---------- WORKING DATA

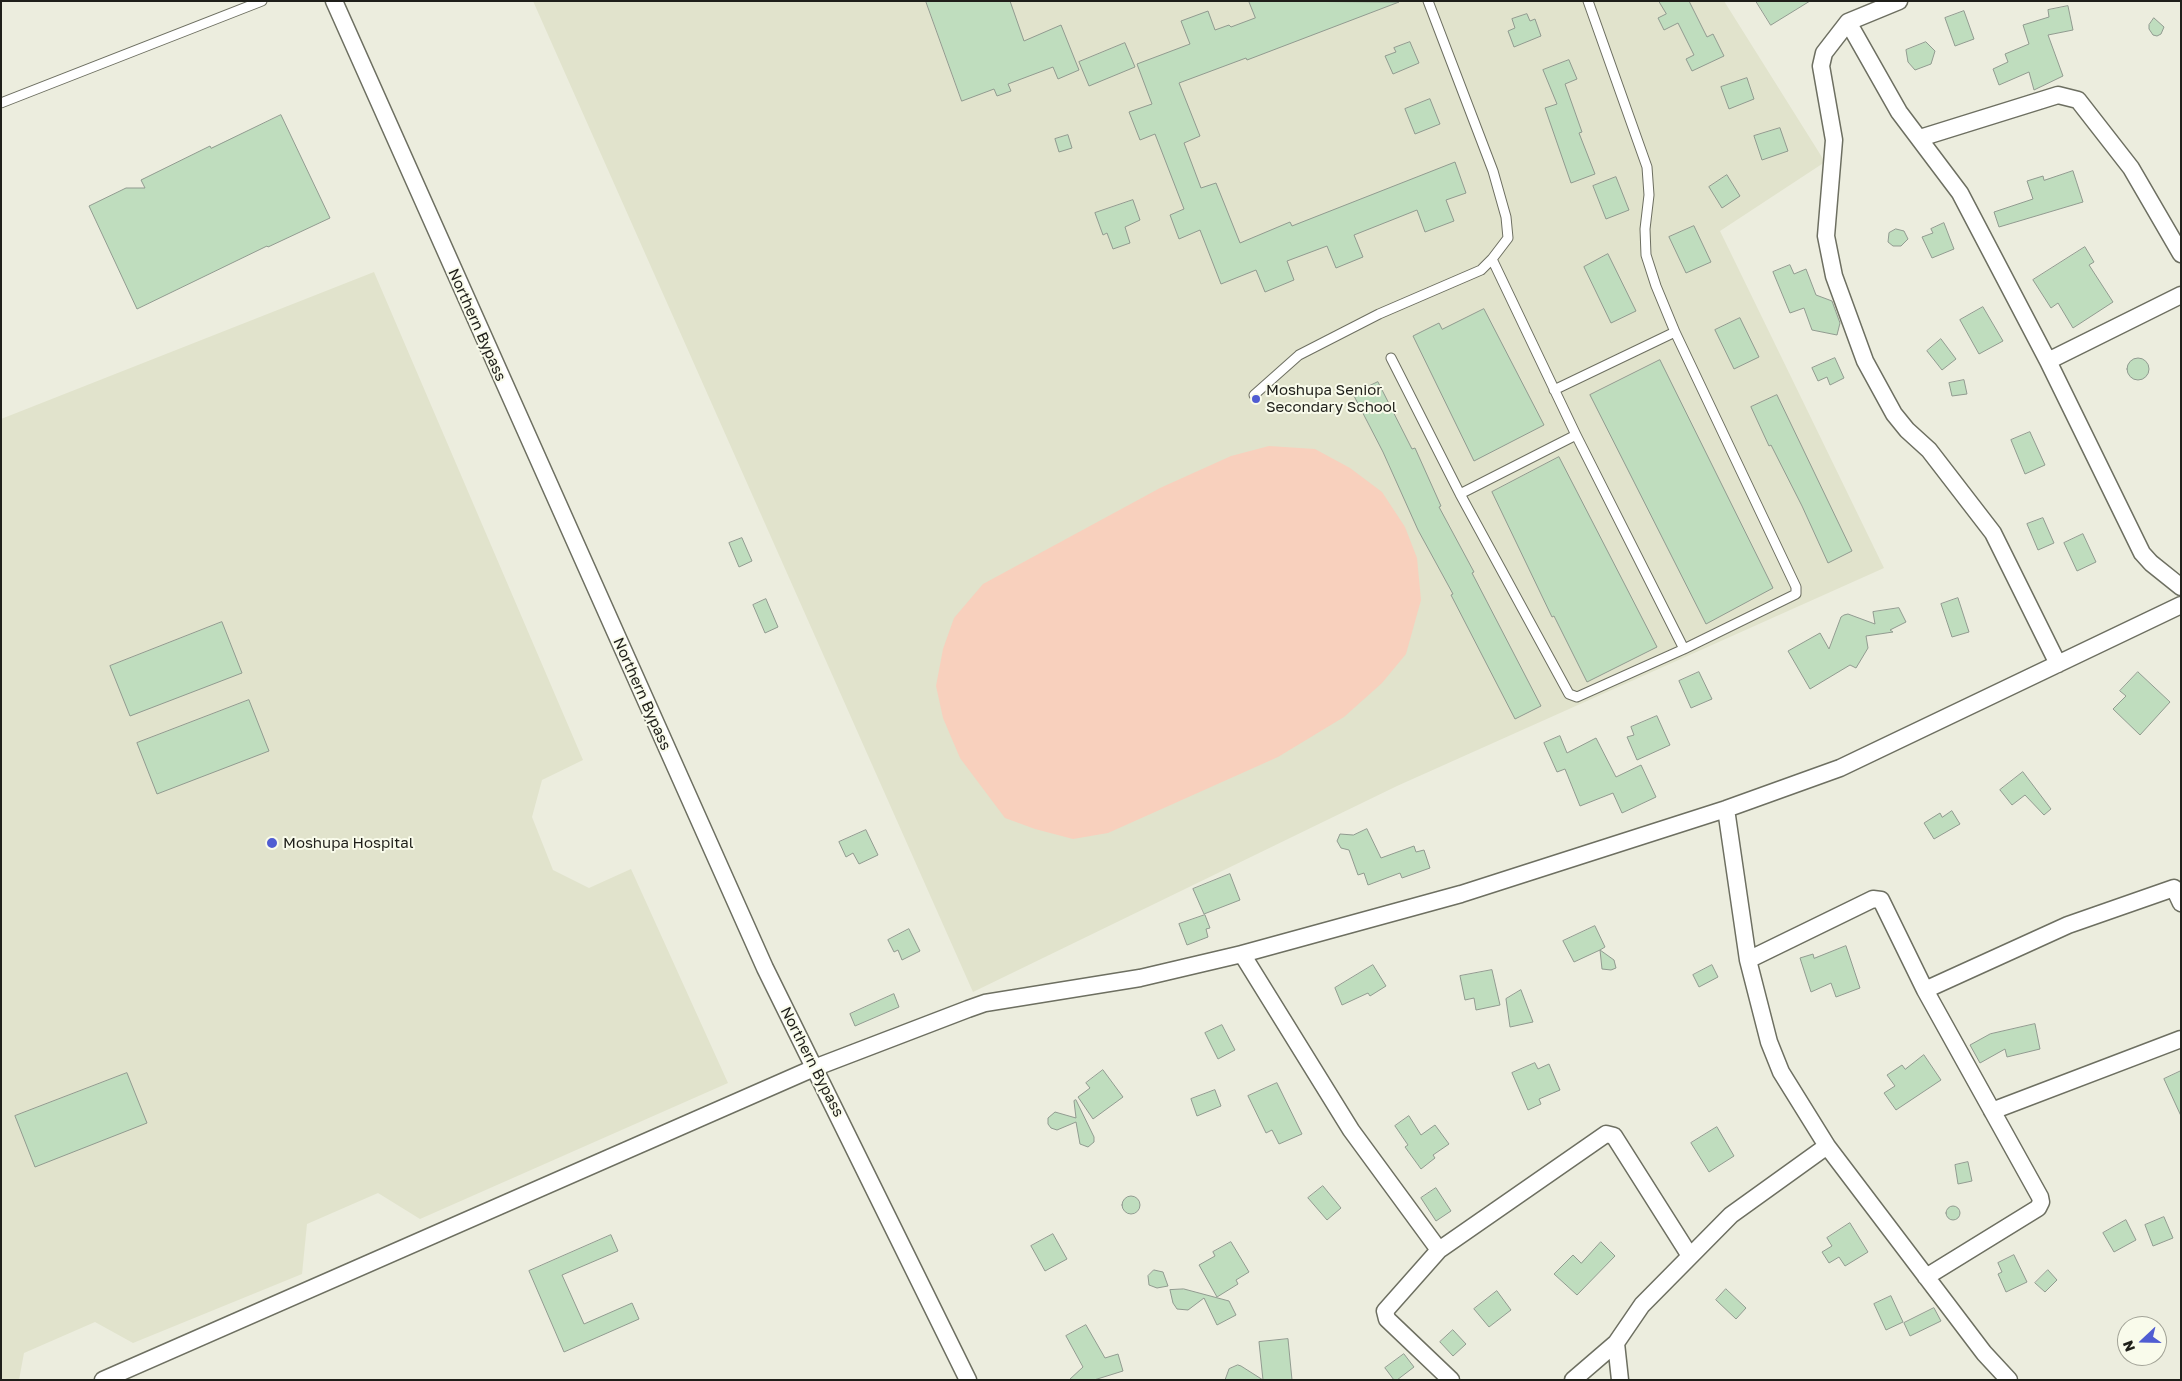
<!DOCTYPE html>
<html>
<head>
<meta charset="utf-8">
<style>
	body { margin:0 }
	#map { position:relative; width:2182px; height:1381px; overflow:hidden; background:#ecedde; font-family:"Golos Text",sans-serif }
	canvas { display:block }
	.frame { position:absolute; inset:0; border:2px solid #1f1f1a; pointer-events:none }
	.north { position:absolute; left:2117px; top:1316px; width:50px; height:50px; box-sizing:border-box; background:#f9fbeb; border:1px solid #a2a397; border-radius:50%; rotate:249deg; font-size:14px; font-weight:700; line-height:20px; text-align:center; color:#1f1f1a }
	.north::after { content:''; display:block; margin:auto; width:18px; height:22px; background:#505dd2; clip-path:polygon(50% 0,100% 100%,50% 72%,0 100%) }
</style>
</head>
<body>
<div id="map">
<canvas width="2182" height="1381"></canvas>
<div class="frame"></div>
<div class="north">N</div>
</div>
<script>
const c = document.querySelector('canvas').getContext('2d');
c.lineJoin = 'round';
function fill(path, color) { c.fillStyle = color; c.fill(path, 'evenodd'); }
function strokePath(path, color, width, dash) { c.strokeStyle = color; c.lineWidth = width; c.lineCap = dash ? 'butt' : 'round'; c.setLineDash(dash || []); c.stroke(path); }
function label(font, color, halo, rows, align = 'center') {
  c.font = font + ' "Golos Text",sans-serif'; c.lineWidth = 4; c.setLineDash([]); c.textBaseline = 'middle'; c.strokeStyle = halo; c.fillStyle = color; for (const [text, x, y, turn = 0] of rows) {
    c.save(); c.translate(x, y); c.rotate((+turn || 0) * Math.PI / 180); c.textAlign = isNaN(turn) ? turn : align; if (halo) c.strokeText(text, 0, 0); c.fillText(text, 0, 0); c.restore();
  }
}
const built = new Path2D(`
	M 533,1 L 1724,1 L 1825,162 L 1720,231 L 1884,568 L 1397,786 L 973,992 Z
	M 374,272 L 583,760 L 542,780 L 532,817 L 553,870 L 589,888 L 631,869 L 728,1083 L 420,1219 L 378,1193 L 307,1224 L 302,1274 L 133,1343 L 95,1322 L 24,1353 L 19,1380 L 1,1380 L 1,419 Z`);
const green = new Path2D(`
	M 1269,446 L 1315,449 L 1350,468 L 1382,492 L 1405,527 L 1417,558 L 1421,600 L 1406,654 L 1382,683 L 1344,717 L 1278,757 L 1108,833 L 1073,839 L 1035,829 L 1005,818 L 960,758 L 943,718 L 936,686 L 943,649 L 954,618 L 983,584 L 1160,488 L 1231,456 Z`);
const building = new Path2D(`
	M 926,1 L 1010,1 L 1024,41 L 1061,25 L 1079,70 L 1058,79 L 1053,67 L 1008,84 L 1011,91 L 997,96 L 994,89 L 962,101 Z
	M 1249,1 L 1399,2 L 1247,60 L 1246,58 L 1179,83 L 1200,136 L 1184,143 L 1201,188 L 1216,183 L 1240,243 L 1290,222 L 1292,226 L 1455,162 L 1466,193 L 1446,200 L 1454,221 L 1425,232 L 1417,210 L 1354,235 L 1363,257 L 1336,268 L 1327,246 L 1287,261 L 1294,280 L 1265,292 L 1256,270 L 1221,284 L 1200,230 L 1179,239 L 1170,215 L 1184,209 L 1155,134 L 1140,140 L 1129,112 L 1152,104 L 1137,64 L 1190,44 L 1181,21 L 1208,11 L 1215,30 L 1229,25 L 1231,27 L 1255,18 Z
	M 1659,1 L 1689,1 L 1707,37 L 1713,34 L 1724,56 L 1692,71 L 1686,59 L 1694,55 L 1678,23 L 1664,30 L 1658,18 L 1666,14 Z
	M 1756,1 L 1810,1 L 1771,25 Z
	M 2068,6 L 2073,30 L 2048,35 L 2063,76 L 2034,90 L 2029,72 L 1999,85 L 1993,69 L 2008,62 L 2005,54 L 2029,44 L 2023,25 L 2049,17 L 2048,10 Z
	M 1964,11 L 1974,39 L 1955,46 L 1945,18 Z
	M 1527,14 L 1530,21 L 1535,19 L 1541,36 L 1514,47 L 1508,31 L 1515,28 L 1512,19 Z
	M 2154,18 L 2164,27 L 2161,34 L 2157,36 L 2153,35 L 2149,29 L 2149,25 Z
	M 1410,42 L 1419,63 L 1393,74 L 1385,56 L 1396,52 L 1394,48 Z
	M 1926,42 L 1935,51 L 1931,64 L 1915,70 L 1908,62 L 1906,50 Z
	M 1125,43 L 1135,67 L 1089,86 L 1079,62 Z
	M 1569,60 L 1577,79 L 1565,84 L 1582,132 L 1579,133 L 1595,174 L 1571,183 L 1545,108 L 1557,104 L 1543,70 Z
	M 1747,78 L 1754,99 L 1729,109 L 1721,87 Z
	M 1430,99 L 1440,124 L 1415,134 L 1405,109 Z
	M 281,115 L 330,218 L 268,247 L 267,246 L 137,309 L 89,206 L 126,188 L 145,188 L 141,180 L 210,146 L 211,148 Z
	M 1780,128 L 1788,151 L 1762,160 L 1754,136 Z
	M 1068,135 L 1072,148 L 1059,152 L 1055,139 Z
	M 2073,171 L 2083,202 L 1999,227 L 1994,212 L 2033,199 L 2027,181 L 2043,176 L 2044,180 Z
	M 1727,175 L 1740,196 L 1722,208 L 1709,187 Z
	M 1616,177 L 1629,210 L 1606,219 L 1593,186 Z
	M 1133,200 L 1140,220 L 1125,227 L 1130,243 L 1113,249 L 1107,233 L 1103,235 L 1095,213 Z
	M 1944,223 L 1954,249 L 1932,258 L 1922,237 L 1933,233 L 1931,229 Z
	M 1694,226 L 1711,262 L 1686,273 L 1669,237 Z
	M 1896,229 L 1904,231 L 1908,239 L 1901,246 L 1893,246 L 1888,242 L 1889,233 Z
	M 2085,247 L 2094,262 L 2089,265 L 2113,302 L 2073,328 L 2058,303 L 2051,308 L 2033,280 Z
	M 1608,254 L 1636,311 L 1611,323 L 1584,267 Z
	M 1790,265 L 1794,274 L 1806,269 L 1816,295 L 1832,301 L 1840,323 L 1837,335 L 1812,330 L 1804,308 L 1790,313 L 1773,272 Z
	M 1983,307 L 2003,341 L 1979,354 L 1960,320 Z
	M 1484,309 L 1544,425 L 1474,461 L 1413,336 L 1439,323 L 1442,329 Z
	M 1740,318 L 1759,357 L 1734,369 L 1715,330 Z
	M 1941,339 L 1956,359 L 1942,370 L 1927,351 Z
	M2127 369a11 11 0 1 1 22 0a11 11 0 1 1-22 0Z
	M 1835,358 L 1844,378 L 1830,385 L 1827,377 L 1818,381 L 1812,368 Z
	M 1660,360 L 1773,588 L 1706,624 L 1590,395 Z
	M 1964,380 L 1967,394 L 1952,396 L 1949,383 Z
	M 1378,382 L 1412,449 L 1415,448 L 1441,506 L 1439,507 L 1474,572 L 1472,573 L 1541,706 L 1515,719 L 1451,595 L 1453,594 L 1418,530 L 1383,452 L 1353,394 Z
	M 1777,395 L 1852,551 L 1828,563 L 1802,506 L 1771,445 L 1769,446 L 1751,407 Z
	M 2030,432 L 2045,465 L 2025,474 L 2011,440 Z
	M 1559,457 L 1657,647 L 1587,682 L 1554,616 L 1552,617 L 1492,492 Z
	M 2043,518 L 2054,543 L 2038,550 L 2027,524 Z
	M 2083,534 L 2096,562 L 2077,571 L 2064,543 Z
	M 742,538 L 752,561 L 739,567 L 729,543 Z
	M 1958,598 L 1969,632 L 1952,637 L 1941,604 Z
	M 766,599 L 778,627 L 765,633 L 753,605 Z
	M 1899,608 L 1906,622 L 1890,630 L 1893,632 L 1866,636 L 1868,648 L 1856,668 L 1850,665 L 1810,689 L 1788,651 L 1820,633 L 1829,649 L 1841,617 L 1844,615 L 1848,614 L 1875,624 L 1873,612 Z
	M 222,622 L 242,673 L 130,716 L 110,666 Z
	M 1699,672 L 1712,699 L 1691,708 L 1679,681 Z
	M 2138,672 L 2170,702 L 2140,735 L 2113,709 L 2126,696 L 2120,691 Z
	M 249,700 L 269,751 L 157,794 L 137,743 Z
	M 1657,716 L 1670,745 L 1637,760 L 1627,737 L 1634,735 L 1631,727 Z
	M 1560,736 L 1567,753 L 1596,738 L 1616,777 L 1641,765 L 1656,797 L 1622,813 L 1613,793 L 1580,806 L 1565,769 L 1557,772 L 1544,743 Z
	M 2023,772 L 2051,809 L 2044,815 L 2025,795 L 2012,805 L 2000,790 Z
	M 1952,811 L 1960,824 L 1934,839 L 1924,823 L 1940,813 L 1942,817 Z
	M 1367,829 L 1381,858 L 1414,846 L 1416,852 L 1424,850 L 1430,868 L 1402,878 L 1400,873 L 1368,885 L 1364,873 L 1358,875 L 1349,850 L 1341,848 L 1337,841 L 1340,834 L 1353,835 Z
	M 866,830 L 878,855 L 859,864 L 853,853 L 846,857 L 839,842 Z
	M 1230,874 L 1240,900 L 1204,914 L 1193,889 Z
	M 1205,915 L 1210,928 L 1206,929 L 1208,937 L 1187,945 L 1179,924 Z
	M 1595,926 L 1605,947 L 1600,950 L 1614,960 L 1616,968 L 1611,970 L 1602,969 L 1600,950 L 1574,962 L 1563,941 Z
	M 909,929 L 920,951 L 902,960 L 898,950 L 894,952 L 888,940 Z
	M 1846,946 L 1860,988 L 1836,997 L 1831,983 L 1811,992 L 1800,958 L 1813,954 L 1814,958 Z
	M 1373,965 L 1386,986 L 1370,996 L 1368,993 L 1342,1005 L 1335,988 Z
	M 1712,965 L 1718,977 L 1699,987 L 1693,975 Z
	M 1492,970 L 1500,1005 L 1476,1010 L 1474,998 L 1465,1000 L 1460,976 Z
	M 1521,990 L 1533,1022 L 1510,1027 L 1506,999 Z
	M 894,994 L 899,1007 L 855,1026 L 850,1014 Z
	M 2035,1024 L 2040,1049 L 2007,1057 L 2005,1049 L 1980,1063 L 1970,1045 L 1990,1034 Z
	M 1222,1025 L 1235,1050 L 1218,1059 L 1205,1033 Z
	M 1924,1055 L 1941,1080 L 1896,1110 L 1884,1093 L 1895,1086 L 1887,1075 L 1902,1065 L 1905,1069 Z
	M 1535,1063 L 1538,1069 L 1549,1064 L 1560,1090 L 1539,1099 L 1541,1104 L 1528,1110 L 1512,1073 Z
	M 1103,1070 L 1123,1097 L 1093,1119 L 1078,1097 L 1090,1088 L 1086,1083 Z
	M 2181,1071 L 2181,1116 L 2164,1079 Z
	M 127,1073 L 147,1123 L 35,1167 L 15,1116 Z
	M 1277,1083 L 1302,1134 L 1279,1144 L 1272,1130 L 1266,1133 L 1248,1096 Z
	M 1215,1090 L 1221,1106 L 1197,1116 L 1191,1099 Z
	M 1076,1100 L 1094,1137 L 1094,1142 L 1088,1147 L 1080,1144 L 1076,1122 L 1057,1130 L 1051,1128 L 1048,1124 L 1048,1118 L 1055,1112 L 1076,1118 L 1074,1101 Z
	M 1409,1116 L 1421,1135 L 1435,1125 L 1449,1144 L 1433,1155 L 1435,1158 L 1421,1169 L 1405,1147 L 1408,1145 L 1395,1126 Z
	M 1717,1127 L 1734,1156 L 1709,1172 L 1691,1143 Z
	M 1968,1162 L 1972,1181 L 1958,1184 L 1955,1165 Z
	M 1323,1186 L 1341,1208 L 1327,1220 L 1308,1198 Z
	M 1436,1188 L 1451,1211 L 1436,1221 L 1421,1198 Z
	M1122 1205a9 9 0 1 1 18 0a9 9 0 1 1-18 0Z
	M1946 1213a7 7 0 1 1 14 0a7 7 0 1 1-14 0Z
	M 2164,1217 L 2173,1238 L 2153,1246 L 2145,1225 Z
	M 2126,1220 L 2136,1240 L 2114,1252 L 2103,1233 Z
	M 1850,1223 L 1868,1252 L 1845,1266 L 1839,1257 L 1829,1263 L 1822,1252 L 1832,1246 L 1827,1238 Z
	M 1053,1234 L 1067,1259 L 1045,1271 L 1031,1246 Z
	M 611,1235 L 618,1251 L 562,1275 L 584,1324 L 632,1303 L 639,1319 L 564,1352 L 529,1271 Z
	M 1231,1242 L 1249,1272 L 1236,1280 L 1238,1284 L 1217,1297 L 1199,1265 L 1215,1256 L 1213,1252 Z
	M 1601,1242 L 1615,1256 L 1577,1295 L 1554,1274 L 1573,1255 L 1581,1263 Z
	M 2014,1255 L 2027,1282 L 2006,1292 L 1998,1274 L 2002,1272 L 1998,1263 Z
	M 1154,1270 L 1163,1272 L 1168,1286 L 1157,1288 L 1149,1285 L 1148,1276 Z
	M 2048,1270 L 2057,1280 L 2045,1292 L 2035,1283 Z
	M 1184,1289 L 1229,1301 L 1236,1315 L 1217,1325 L 1204,1298 L 1188,1310 L 1177,1309 L 1173,1303 L 1170,1290 Z
	M 1726,1289 L 1746,1308 L 1736,1319 L 1716,1300 Z
	M 1497,1291 L 1511,1310 L 1489,1327 L 1474,1309 Z
	M 1891,1296 L 1903,1322 L 1886,1330 L 1874,1304 Z
	M 1934,1308 L 1941,1321 L 1910,1336 L 1904,1323 Z
	M 1086,1325 L 1105,1358 L 1118,1354 L 1123,1371 L 1094,1380 L 1069,1380 L 1083,1367 L 1066,1336 Z
	M 1453,1330 L 1466,1344 L 1453,1356 L 1440,1342 Z
	M 1288,1339 L 1292,1380 L 1263,1380 L 1259,1342 Z
	M 1404,1354 L 1414,1367 L 1397,1380 L 1394,1380 L 1385,1368 Z
	M 1238,1365 L 1241,1366 L 1263,1380 L 1225,1380 L 1229,1369 Z`);
const lane = new Path2D(`
	M 1,103 L 262,1
	M 1492,259 L 1576,435 L 1684,649
	M 1391,358 L 1460,494 L 1569,694 L 1577,697 L 1684,649 L 1796,594 L 1796,587 L 1675,332 L 1656,286 L 1646,255 L 1645,229 L 1649,195 L 1647,167 L 1588,1
	M 1554,390 L 1675,332
	M 1254,395 L 1299,355 L 1379,314 L 1481,270 L 1492,259 L 1508,238 L 1506,217 L 1493,171 L 1428,1
	M 1460,494 L 1576,435`);
const street = new Path2D(`
	M 334,1 L 765,968 L 968,1380
	M 1899,1 L 1848,22 L 1824,53 L 1821,66 L 1834,140 L 1826,236 L 1834,276 L 1865,361 L 1894,414 L 1907,430 L 1929,450 L 1993,533 L 2058,664
	M 1848,22 L 1899,112 L 1960,193 L 2048,361 L 2142,553 L 2151,563 L 2181,587
	M 1920,138 L 2058,95 L 2078,100 L 2131,168 L 2181,254
	M 2048,361 L 2181,295
	M 1726,809 L 1748,960 L 1873,899 L 1881,900 L 1925,990 L 2068,925 L 2174,888 L 2181,903
	M 1242,954 L 1351,1130 L 1439,1250 L 1606,1134 L 1614,1136 L 1690,1256
	M 1925,990 L 2040,1197 L 2041,1202 L 2038,1208 L 1926,1277
	M 1992,1111 L 2181,1039
	M 1827,1146 L 1984,1353 L 2009,1380
	M 1439,1250 L 1385,1311 L 1387,1319 L 1451,1380
	M 103,1380 L 814,1068 L 968,1009 L 985,1003 L 1140,978 L 1242,954 L 1461,894 L 1726,809 L 1840,768 L 2181,605
	M 1573,1380 L 1616,1343
	M 1620,1380 L 1616,1343 L 1642,1305 L 1731,1215 L 1827,1146 L 1781,1072 L 1769,1042 L 1748,960`);
const markers = [
	[1256,399,5,"#505dd2"],
	[272,843,6,"#505dd2"]
];
const streetNames = [
	["Northern Bypass",477,325,66],
	["Northern Bypass",642,694,66],
	["Northern Bypass",812,1062,63]
];
const poiNames = [
	["Moshupa Senior",1266,390],
	["Secondary School",1266,407],
	["Moshupa Hospital",283,843]
];
fill(built, '#e1e3cc');
fill(green, '#f8d0bd');
fill(building, '#bfddbe');
strokePath(building, '#919b90', 1);
strokePath(lane, '#6d6f61', 11);
strokePath(street, '#6d6f61', 19);
strokePath(lane, '#fff', 9);
strokePath(street, '#fff', 16);
for (const [x, y, r, color] of markers) { const dot = new Path2D(); dot.arc(x, y, r, 0, 2 * Math.PI); c.fillStyle = color; c.fill(dot); strokePath(dot, '#f9fbeb', 2); }
label('15px', '#1f1f1a', '#f9fbeb', streetNames);
label('15px', '#1f1f1a', '#f9fbeb', poiNames, 'left');
</script>
</body>
</html>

--------------------

Take the lines from the first line of the entries through the line with "M 374,272 L", inclusive, and give them again exactly, minus any pictures.

<!DOCTYPE html>
<html>
<head>
<meta charset="utf-8">
<style>
	body { margin:0 }
	#map { position:relative; width:2182px; height:1381px; overflow:hidden; background:#ecedde; font-family:"Golos Text",sans-serif }
	canvas { display:block }
	.frame { position:absolute; inset:0; border:2px solid #1f1f1a; pointer-events:none }
	.north { position:absolute; left:2117px; top:1316px; width:50px; height:50px; box-sizing:border-box; background:#f9fbeb; border:1px solid #a2a397; border-radius:50%; rotate:249deg; font-size:14px; font-weight:700; line-height:20px; text-align:center; color:#1f1f1a }
	.north::after { content:''; display:block; margin:auto; width:18px; height:22px; background:#505dd2; clip-path:polygon(50% 0,100% 100%,50% 72%,0 100%) }
</style>
</head>
<body>
<div id="map">
<canvas width="2182" height="1381"></canvas>
<div class="frame"></div>
<div class="north">N</div>
</div>
<script>
const c = document.querySelector('canvas').getContext('2d');
c.lineJoin = 'round';
function fill(path, color) { c.fillStyle = color; c.fill(path, 'evenodd'); }
function strokePath(path, color, width, dash) { c.strokeStyle = color; c.lineWidth = width; c.lineCap = dash ? 'butt' : 'round'; c.setLineDash(dash || []); c.stroke(path); }
function label(font, color, halo, rows, align = 'center') {
  c.font = font + ' "Golos Text",sans-serif'; c.lineWidth = 4; c.setLineDash([]); c.textBaseline = 'middle'; c.strokeStyle = halo; c.fillStyle = color; for (const [text, x, y, turn = 0] of rows) {
    c.save(); c.translate(x, y); c.rotate((+turn || 0) * Math.PI / 180); c.textAlign = isNaN(turn) ? turn : align; if (halo) c.strokeText(text, 0, 0); c.fillText(text, 0, 0); c.restore();
  }
}
const built = new Path2D(`
	M 533,1 L 1724,1 L 1825,162 L 1720,231 L 1884,568 L 1397,786 L 973,992 Z
	M 374,272 L 583,760 L 542,780 L 532,817 L 553,870 L 589,888 L 631,869 L 728,1083 L 420,1219 L 378,1193 L 307,1224 L 302,1274 L 133,1343 L 95,1322 L 24,1353 L 19,1380 L 1,1380 L 1,419 Z`);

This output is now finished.